We’re looking forward to what I think is the first London-based seminar of the year, for what I hope will be a counterblast to some of the lazy coverage in the mainstream media seeking to explain the success of Squid Game and other icons of Korean popular culture.
Cultural Industries and Cultural Policy in Asia
Anthony Y.H. Fung (The Chinese University of Hong Kong and Beijing Normal University) & Shin Dong Kim (Hallym University, Korea)
Date: 17 January 2022, 1pm-2:30pm via Zoom
Register via SOAS website
Part I: Cultural Industries and Cultural Policy in China: A case study of game industries by Anthony Y.H. Fung
The talk focuses on the development of creative industries in China with game industries as an example of cultural commodities that is subjected to both constraints of the market and of the politics, which, at some points, can be contradictory to each other. Specifically, it highlights how the state has managed the development of game industries with both measures for protecting the local game markets and measures to ensure that ideologies of game content do not deviate too much from state ideologies, but at the same time, Chinese games can serve as soft power of China.
Part II: Cultural Industries and Cultural Policy in Korea by Shin Dong Kim
The rapid development of Korea’s cultural industries in film, drama, games, and other areas has attracted global attention in recent years. State policy on the cultural industries was one of the most and frequent topics of interest. While the state of Korea has tried to develop its own policy to support the culture industries, its realistic role and impact for the development seem to be much overstated. As the misconceived argument keeps being circulated, it is establishing its own fake truth. It’s about time for us to straighten up the misunderstandings. We will also discuss the state intervention in comparison of the Chinese case.
Anthony Y.H. Fung is Director of Hong Kong Institute of Asia-Pacific Studies and Director of Global Studies Program at the Chinese University of Hong Kong.

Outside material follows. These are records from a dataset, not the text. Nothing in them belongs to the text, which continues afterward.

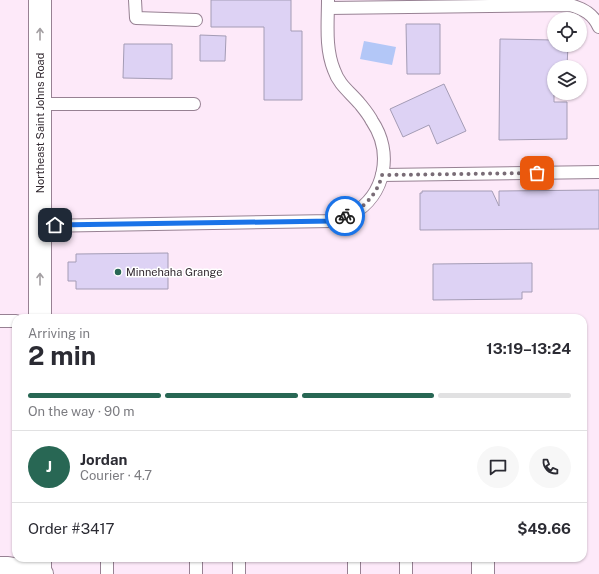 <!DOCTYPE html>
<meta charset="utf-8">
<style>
:root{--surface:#fff;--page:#f7f7f7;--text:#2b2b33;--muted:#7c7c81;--line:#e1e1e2;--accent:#286754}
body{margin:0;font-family:"Public Sans",sans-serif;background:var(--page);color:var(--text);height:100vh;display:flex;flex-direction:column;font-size:15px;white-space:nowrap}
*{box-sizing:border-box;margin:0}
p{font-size:13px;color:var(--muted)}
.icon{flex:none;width:22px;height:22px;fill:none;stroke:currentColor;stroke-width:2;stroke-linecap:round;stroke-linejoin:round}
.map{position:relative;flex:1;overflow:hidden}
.drawer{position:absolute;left:12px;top:314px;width:575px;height:248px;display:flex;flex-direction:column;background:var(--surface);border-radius:12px;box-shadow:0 1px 3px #0004}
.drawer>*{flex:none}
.buttons{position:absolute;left:547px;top:12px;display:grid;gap:8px}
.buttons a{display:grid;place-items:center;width:40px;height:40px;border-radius:50%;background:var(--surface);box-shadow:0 1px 3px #0004;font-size:20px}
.pin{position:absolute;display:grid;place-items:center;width:34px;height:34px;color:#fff;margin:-17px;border-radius:8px;box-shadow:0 2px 6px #0006}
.courier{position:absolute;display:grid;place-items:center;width:40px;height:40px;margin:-20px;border:3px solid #1a73e8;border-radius:50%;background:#fff;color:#222;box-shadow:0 1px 5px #0007}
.overview em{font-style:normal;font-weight:700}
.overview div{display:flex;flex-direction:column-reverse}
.overview{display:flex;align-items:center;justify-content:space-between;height:68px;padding:0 16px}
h1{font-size:26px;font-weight:700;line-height:30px}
.bar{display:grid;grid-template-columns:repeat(4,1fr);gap:6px 4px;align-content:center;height:48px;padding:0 16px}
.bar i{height:5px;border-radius:3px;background:var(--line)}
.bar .selected{background:var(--accent)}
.bar p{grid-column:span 4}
.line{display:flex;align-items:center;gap:10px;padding:0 16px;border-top:1px solid var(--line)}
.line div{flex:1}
.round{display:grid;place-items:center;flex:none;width:42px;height:42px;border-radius:21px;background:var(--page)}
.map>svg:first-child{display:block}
.water{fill:#b3c7f7}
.building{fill:#ddd2f4;stroke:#a49cb5}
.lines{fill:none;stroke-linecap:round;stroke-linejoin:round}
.service-casing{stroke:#978193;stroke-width:14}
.minor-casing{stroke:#978193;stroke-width:24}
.tertiary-casing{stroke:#978193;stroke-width:24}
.secondary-casing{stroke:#978193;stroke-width:24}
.service{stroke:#fff;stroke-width:12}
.minor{stroke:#fff;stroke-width:22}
.tertiary{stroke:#fff;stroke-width:22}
.secondary{stroke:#fff;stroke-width:22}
.oneway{stroke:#a39fa2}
.done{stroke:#796c76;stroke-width:4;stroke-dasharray:0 7.2}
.route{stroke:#1a73e8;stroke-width:5}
.poi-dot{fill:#286754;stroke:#fff;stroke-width:1.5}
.labels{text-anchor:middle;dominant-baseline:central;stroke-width:3;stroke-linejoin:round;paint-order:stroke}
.street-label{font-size:11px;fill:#322930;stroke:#fff}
.poi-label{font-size:11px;fill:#322930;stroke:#fff;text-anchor:start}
</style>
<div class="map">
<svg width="599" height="574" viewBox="0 0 599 574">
<rect width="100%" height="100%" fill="#fde9f9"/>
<!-- water -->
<path class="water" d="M 364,41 L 396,47 L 392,65 L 360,59 Z"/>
<!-- building -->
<g class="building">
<path d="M 211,0 L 291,0 L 291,31 L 302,31 L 302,100 L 264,100 L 264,27 L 211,27 Z"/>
<path d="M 406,24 L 440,24 L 440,74 L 407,74 Z"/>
<path d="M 200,35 L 226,36 L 225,61 L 200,61 Z"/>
<path d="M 500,39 L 554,40 L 554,45 L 568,45 L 567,67 L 554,67 L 554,102 L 567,102 L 567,139 L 499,140 Z"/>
<path d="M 124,44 L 172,44 L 172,79 L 123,78 Z"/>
<path d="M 444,84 L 466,131 L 437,144 L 429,125 L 403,137 L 390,109 Z"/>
<path d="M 599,190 L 599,229 L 420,230 L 420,193 L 422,193 L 422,191 L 492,191 L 499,206 L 499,191 Z"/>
<path d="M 168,253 L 168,289 L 76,289 L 76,281 L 68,281 L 68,262 L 76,262 L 76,254 Z"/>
<path d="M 532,263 L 532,292 L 522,292 L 522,299 L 433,300 L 433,264 Z"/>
</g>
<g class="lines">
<!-- service casing -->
<g class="service-casing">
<g id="service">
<path d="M 135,0 L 136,18 L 196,20"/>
<path d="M 328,8 L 570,5 C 584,9 593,14 599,27"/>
<path d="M 40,104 L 194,104"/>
<path d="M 382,175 L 599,172"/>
<path d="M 40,226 L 332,221 C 338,219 346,217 352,214 C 386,195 393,152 372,121 C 369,115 364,109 360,104 C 350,92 339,85 334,70 C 325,48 328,23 328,0"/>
<path d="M 0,321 L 16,321"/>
<path d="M 196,558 L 196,574"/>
<path d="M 239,558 L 239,574"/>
<path d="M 354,558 L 354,574"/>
<path d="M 406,558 L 406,574"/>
<path d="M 107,574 L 107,558"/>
</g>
</g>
<!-- minor casing -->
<g class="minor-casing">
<path id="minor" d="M 483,558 L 483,574"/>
</g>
<!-- tertiary casing -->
<g class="tertiary-casing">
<path id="tertiary" d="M 0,568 L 8,568 L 42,574"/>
</g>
<!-- secondary casing -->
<g class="secondary-casing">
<g id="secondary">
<path d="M 40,0 L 40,318"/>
<path d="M 40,574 L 40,558"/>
</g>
</g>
<!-- service -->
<use href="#service" class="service"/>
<!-- minor -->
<use href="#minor" class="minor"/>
<!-- tertiary -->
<use href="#tertiary" class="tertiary"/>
<!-- secondary -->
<use href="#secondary" class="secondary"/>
</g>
<!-- one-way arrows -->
<defs><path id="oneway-shaft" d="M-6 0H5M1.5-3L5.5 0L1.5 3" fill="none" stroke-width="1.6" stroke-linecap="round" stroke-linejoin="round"/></defs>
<g class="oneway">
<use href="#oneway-shaft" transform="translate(40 34) rotate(-90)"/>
<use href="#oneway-shaft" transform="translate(40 279) rotate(-90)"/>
</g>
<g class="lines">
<!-- done -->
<path class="done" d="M 345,216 C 363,210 378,193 382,175 L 537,173"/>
<!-- route -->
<path class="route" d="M 55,225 L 332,221 L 345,216"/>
</g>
<!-- markers -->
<circle class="poi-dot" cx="118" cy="272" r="4"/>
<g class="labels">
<!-- street labels -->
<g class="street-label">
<text transform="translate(40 123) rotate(-90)">Northeast Saint Johns Road</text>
</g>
<!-- poi labels -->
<g class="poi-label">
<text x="126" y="272">Minnehaha Grange</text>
</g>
</g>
</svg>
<div class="buttons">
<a><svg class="icon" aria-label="locate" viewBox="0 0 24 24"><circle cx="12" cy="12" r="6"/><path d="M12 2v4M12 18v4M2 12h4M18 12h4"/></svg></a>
<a><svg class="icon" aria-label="layers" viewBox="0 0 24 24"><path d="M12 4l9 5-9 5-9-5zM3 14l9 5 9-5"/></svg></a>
</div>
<div class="pin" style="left:537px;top:173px;background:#ea580c"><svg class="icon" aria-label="bag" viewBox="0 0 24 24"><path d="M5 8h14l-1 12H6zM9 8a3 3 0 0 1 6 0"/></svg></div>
<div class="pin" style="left:55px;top:225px;background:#1f2937"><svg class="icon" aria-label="home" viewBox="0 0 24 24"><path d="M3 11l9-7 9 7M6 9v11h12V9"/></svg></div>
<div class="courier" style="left:345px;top:216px"><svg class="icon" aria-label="bike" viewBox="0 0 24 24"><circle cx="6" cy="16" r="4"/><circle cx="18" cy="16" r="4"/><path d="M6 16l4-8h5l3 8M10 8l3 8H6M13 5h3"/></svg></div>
<section class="drawer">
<div class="overview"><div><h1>2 min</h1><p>Arriving in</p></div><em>13:19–13:24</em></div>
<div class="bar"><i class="selected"></i><i class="selected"></i><i class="selected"></i><i></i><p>On the way · 90 m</p></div>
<div class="line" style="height:72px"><b class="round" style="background:var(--accent);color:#fff">J</b><div><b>Jordan</b><p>Courier · 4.7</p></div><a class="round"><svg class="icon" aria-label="chat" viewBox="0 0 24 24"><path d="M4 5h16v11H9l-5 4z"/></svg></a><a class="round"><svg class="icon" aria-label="phone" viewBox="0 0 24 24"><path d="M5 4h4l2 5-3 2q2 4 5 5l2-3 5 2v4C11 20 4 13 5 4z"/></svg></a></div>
<div class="line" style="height:52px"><div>Order #3417</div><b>$49.66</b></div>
</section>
</div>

He is also Professor in the School of Journalism and Communication at the Chinese University of Hong Kong and Professor in the School of Art and Communication at Beijing Normal University at Beijing. His research interests and teaching focus on popular culture and cultural studies, popular music, gender and youth identity, cultural industries and policy, and digital media studies. He published widely in international journals, and authored and edited more than 20 Chinese and English books. His recent books are Youth Cultures in China (2016 under Polity Press) (coauthored with de Kloet), Global Game Industries and Cultural Policy (2016 under Palgrave Macmillan), Hong Kong Game Industry, Cultural Policy and East Asian Rivalry (2018 under Rowman & Littlefield), and Made in Hong Kong: Studies in Popular Music (Routledge, 2020).
Shin Dong Kim is Professor at the Media School of Hallym University in Korea. His research and teaching area covers culture industries and policy, global media culture, east Asian cinema and history, etc. He served as the Visiting Professor to the Chinese University of Hong Kong in the last semester. Aside from his university duty, he is leading a civic think tank, Knowledge Coop for Good Governance located in Seoul. The Coop publishes policy papers and organizes seminars and fora among other activities. Dr. Kim recently published on the digitalization of the K-pop, and globalization of the Korean film industry. He also is working on ‘media coevolution’ which conceptualizes the mutual development of platforms and contents in media industries.